-- Exercise requirements --
The expected answer comprises all lines from the entries that contain the string "Caesars".

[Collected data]
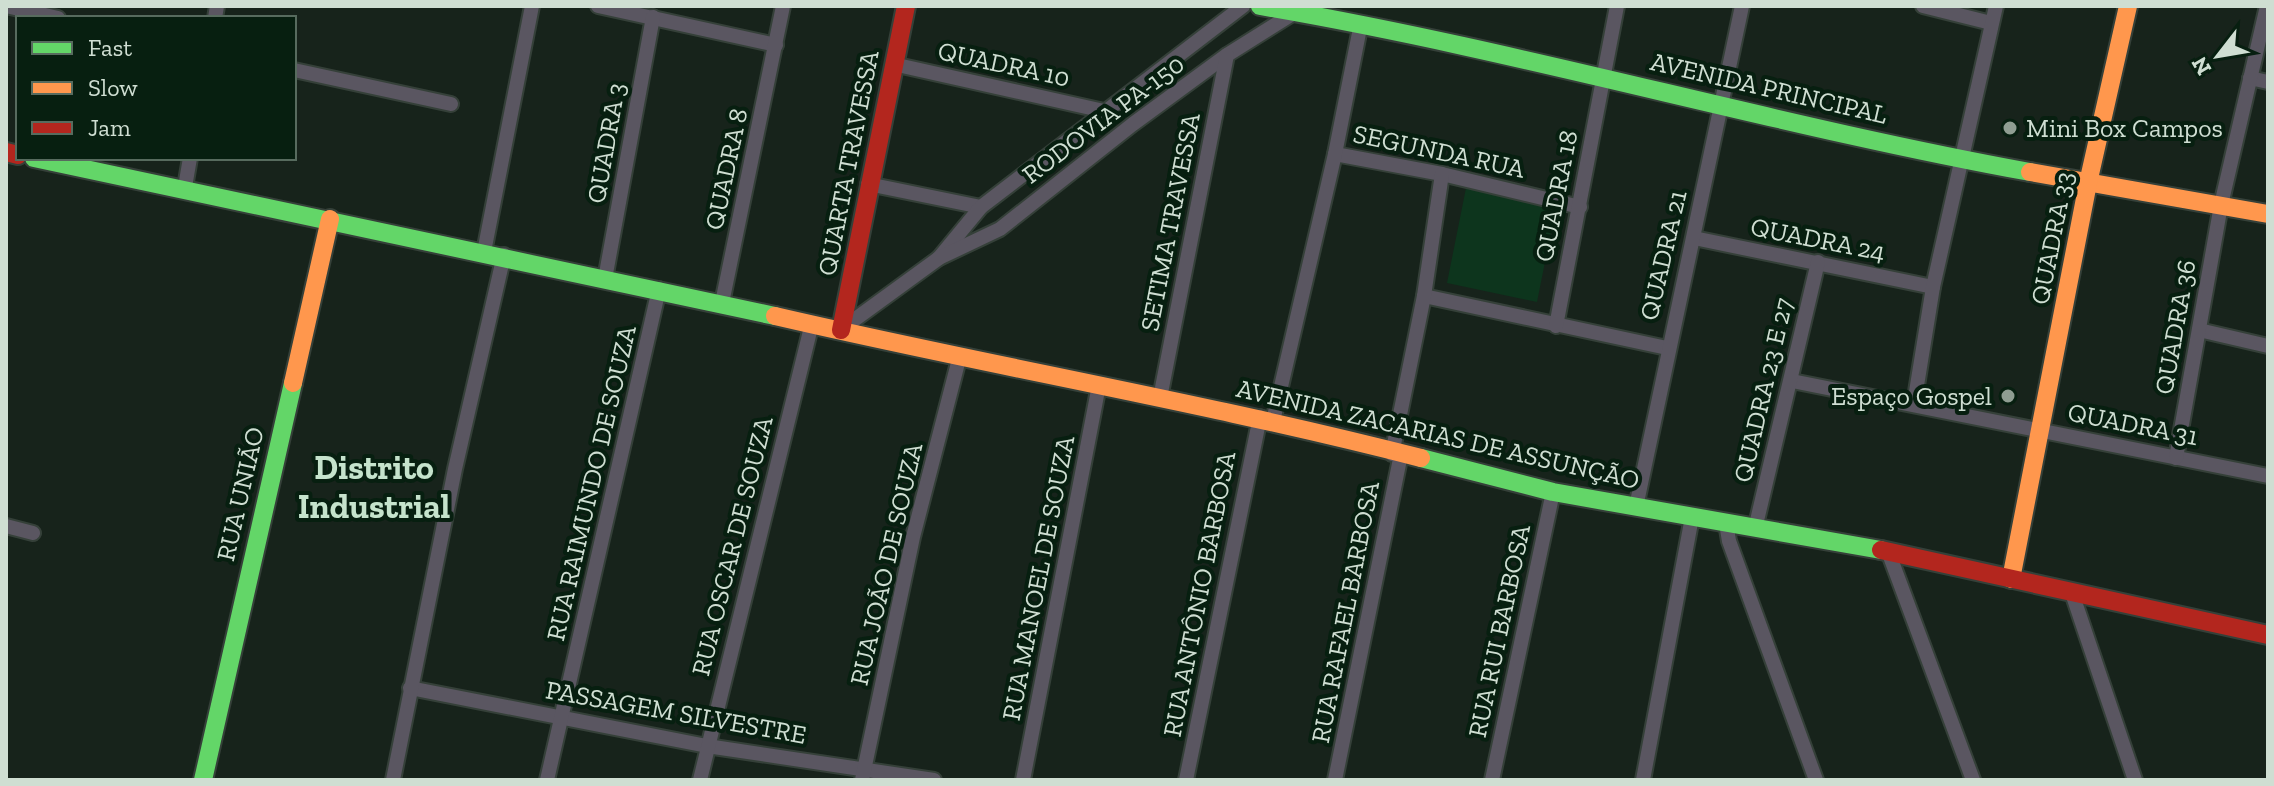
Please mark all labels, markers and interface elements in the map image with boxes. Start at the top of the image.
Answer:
legend [16,16,296,160]
north arrow [2178,16,2258,96]
text: Fast [88,33,132,62]
street label: QUADRA 10 [935,34,1073,94]
street label: AVENIDA PRINCIPAL [1647,45,1891,131]
street label: QUARTA TRAVESSA [810,47,886,278]
street label: RODOVIA PA-150 [1016,48,1190,190]
text: N [2185,52,2217,80]
text: Slow [88,73,138,102]
street label: QUADRA 3 [580,80,632,206]
street label: QUADRA 8 [698,105,754,233]
street label: SETIMA TRAVESSA [1133,109,1207,334]
place label: Mini Box Campos [2026,112,2223,144]
text: Jam [88,113,131,142]
street label: SEGUNDA RUA [1350,117,1529,185]
marker: Mini Box Campos [2001,119,2019,137]
street label: QUADRA 18 [1528,128,1584,264]
street label: QUADRA 33 [2023,169,2081,307]
street label: QUADRA 21 [1632,187,1694,323]
street label: QUADRA 24 [1748,210,1888,268]
street label: QUADRA 36 [2147,257,2203,397]
street label: QUADRA 23 E 27 [1726,295,1800,485]
street label: RUA RAIMUNDO DE SOUZA [539,321,643,644]
street label: AVENIDA ZACARIAS DE ASSUNÇÃO [1233,372,1643,496]
place label: Espaço Gospel [1831,380,1992,412]
marker: Espaço Gospel [1999,387,2017,405]
street label: QUADRA 31 [2065,396,2201,452]
street label: RUA OSCAR DE SOUZA [684,412,780,679]
street label: RUA UNIÃO [209,424,271,564]
street label: RUA MANOEL DE SOUZA [995,432,1082,723]
street label: RUA JOÃO DE SOUZA [843,439,930,688]
district label: Distrito Industrial [298,447,451,527]
street label: RUA ANTÔNIO BARBOSA [1156,447,1243,739]
street label: RUA RAFAEL BARBOSA [1304,477,1386,746]
street label: RUA RUI BARBOSA [1461,521,1537,740]
street label: PASSAGEM SILVESTRE [543,673,809,751]

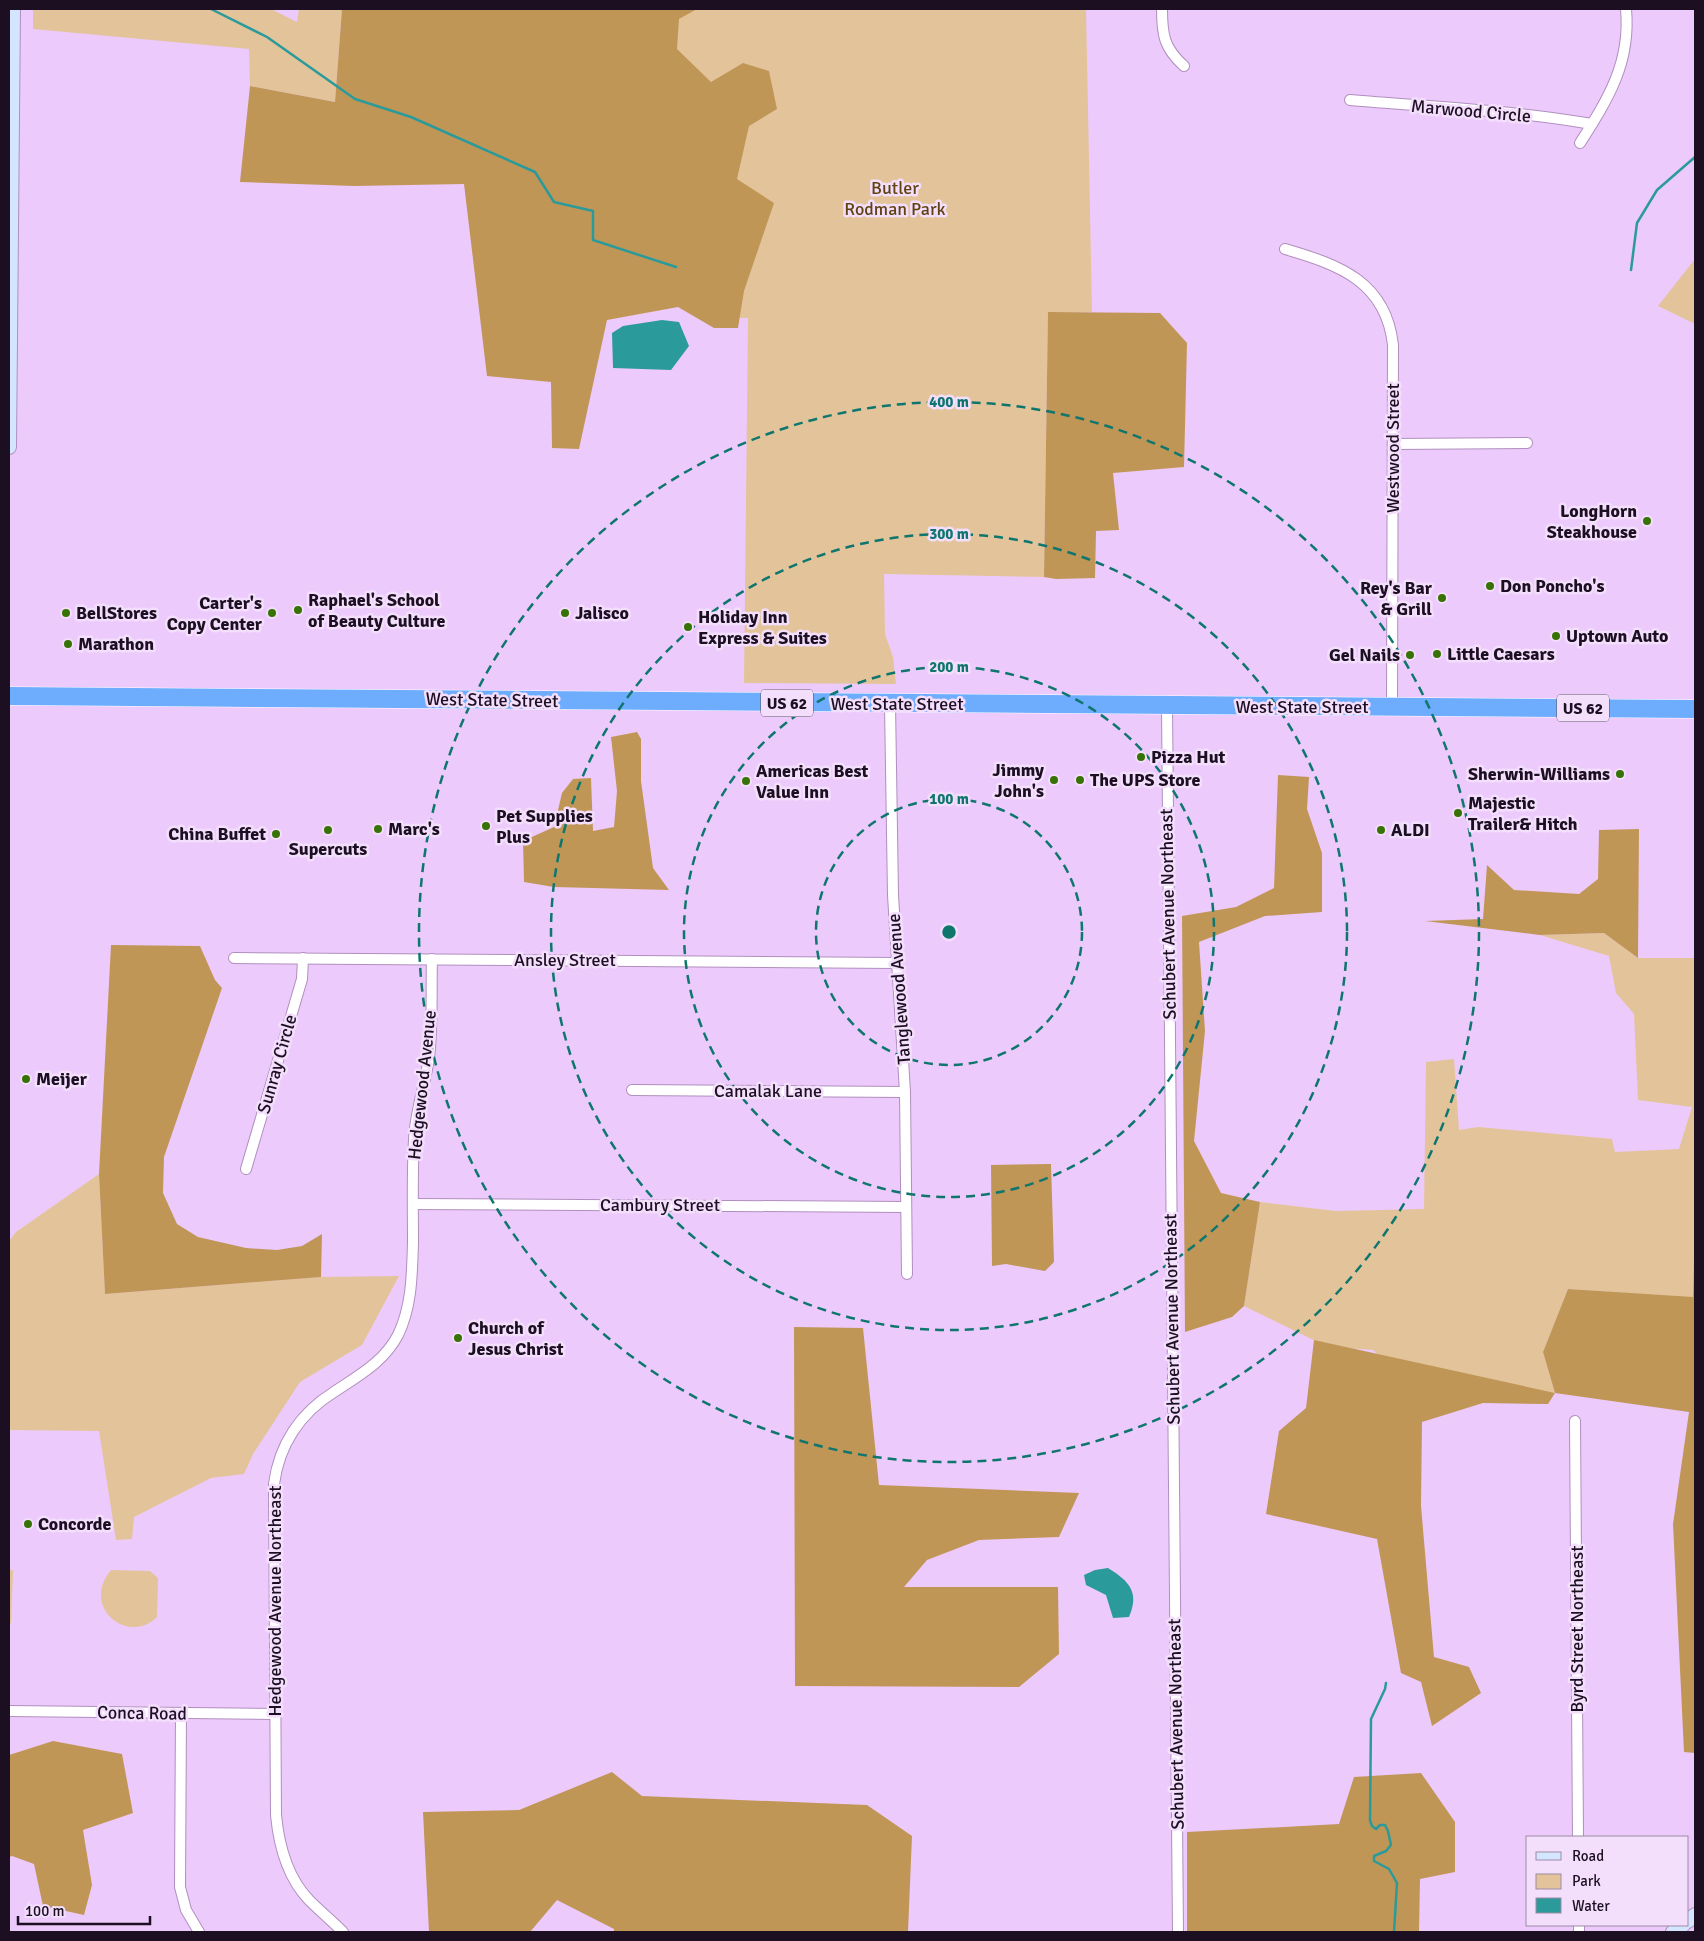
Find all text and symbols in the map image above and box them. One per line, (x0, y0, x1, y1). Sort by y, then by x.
street label: Marwood Circle (1410, 95, 1532, 127)
park label: Butler Rodman Park (844, 177, 946, 220)
street label: Westwood Street (1382, 383, 1404, 513)
text: 400 m (929, 393, 969, 411)
place label: LongHorn Steakhouse (1547, 500, 1637, 543)
marker: LongHorn Steakhouse (1641, 515, 1653, 527)
text: 300 m (929, 525, 969, 543)
place label: Don Poncho's (1500, 575, 1605, 597)
place label: Rey's Bar & Grill (1360, 577, 1433, 620)
marker: Don Poncho's (1484, 580, 1496, 592)
place label: Raphael's School of Beauty Culture (308, 589, 445, 632)
place label: Carter's Copy Center (167, 592, 263, 635)
marker: Rey's Bar & Grill (1436, 592, 1448, 604)
place label: BellStores (76, 602, 157, 624)
place label: Jalisco (575, 602, 629, 624)
marker: Raphael's School of Beauty Culture (292, 604, 304, 616)
place label: Holiday Inn Express & Suites (698, 606, 827, 649)
marker: BellStores (60, 607, 72, 619)
marker: Carter's Copy Center (266, 607, 278, 619)
marker: Jalisco (559, 607, 571, 619)
marker: Holiday Inn Express & Suites (682, 621, 694, 633)
place label: Uptown Auto (1566, 625, 1668, 647)
marker: Uptown Auto (1550, 630, 1562, 642)
place label: Marathon (78, 633, 154, 655)
marker: Marathon (62, 638, 74, 650)
place label: Little Caesars (1447, 643, 1555, 665)
place label: Gel Nails (1329, 644, 1400, 666)
marker: Little Caesars (1431, 648, 1443, 660)
marker: Gel Nails (1404, 649, 1416, 661)
text: 200 m (929, 658, 969, 676)
street label: West State Street (425, 688, 559, 712)
road number: US 62 (761, 690, 813, 716)
street label: West State Street (831, 693, 963, 715)
road number: US 62 (1557, 694, 1609, 721)
street label: West State Street (1236, 696, 1368, 718)
place label: Pizza Hut (1151, 746, 1226, 768)
marker: Pizza Hut (1135, 751, 1147, 763)
place label: Jimmy John's (992, 759, 1044, 802)
place label: Americas Best Value Inn (756, 760, 869, 803)
place label: Sherwin-Williams (1468, 763, 1610, 785)
marker: Sherwin-Williams (1614, 768, 1626, 780)
place label: The UPS Store (1090, 769, 1200, 791)
marker: Jimmy John's (1048, 774, 1060, 786)
marker: The UPS Store (1074, 774, 1086, 786)
marker: Americas Best Value Inn (740, 775, 752, 787)
text: 100 m (929, 790, 969, 808)
place label: Majestic Trailer& Hitch (1468, 792, 1578, 835)
place label: Pet Supplies Plus (496, 805, 593, 848)
marker: Majestic Trailer& Hitch (1452, 807, 1464, 819)
street label: Schubert Avenue Northeast (1155, 808, 1181, 1020)
place label: Marc's (388, 818, 440, 840)
place label: ALDI (1391, 819, 1430, 841)
marker: Pet Supplies Plus (480, 820, 492, 832)
place label: China Buffet (168, 823, 266, 845)
marker: Marc's (372, 823, 384, 835)
marker: Supercuts (322, 824, 334, 836)
marker: ALDI (1375, 824, 1387, 836)
marker: China Buffet (270, 828, 282, 840)
place label: Supercuts (289, 838, 367, 860)
street label: Tanglewood Avenue (883, 913, 915, 1065)
centre of rings (940, 923, 958, 941)
street label: Ansley Street (514, 949, 616, 971)
street label: Hedgewood Avenue (403, 1009, 441, 1161)
street label: Sunray Circle (252, 1012, 302, 1116)
place label: Meijer (36, 1068, 88, 1090)
marker: Meijer (20, 1073, 32, 1085)
street label: Camalak Lane (714, 1080, 822, 1102)
street label: Cambury Street (600, 1194, 720, 1216)
street label: Schubert Avenue Northeast (1159, 1213, 1185, 1425)
place label: Church of Jesus Christ (468, 1317, 564, 1360)
marker: Church of Jesus Christ (452, 1332, 464, 1344)
street label: Hedgewood Avenue Northeast (264, 1485, 286, 1717)
place label: Concorde (38, 1513, 112, 1535)
marker: Concorde (22, 1518, 34, 1530)
street label: Byrd Street Northeast (1566, 1546, 1588, 1712)
street label: Schubert Avenue Northeast (1163, 1618, 1189, 1830)
street label: Conca Road (97, 1701, 187, 1725)
legend (1526, 1836, 1689, 1926)
text: Road (1572, 1847, 1604, 1865)
text: Park (1572, 1872, 1601, 1890)
scale bar (18, 1894, 150, 1926)
text: Water (1572, 1897, 1610, 1915)
text: 100 m (25, 1902, 65, 1920)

-- Written response --
place label: Little Caesars (1447, 643, 1555, 665)
marker: Little Caesars (1431, 648, 1443, 660)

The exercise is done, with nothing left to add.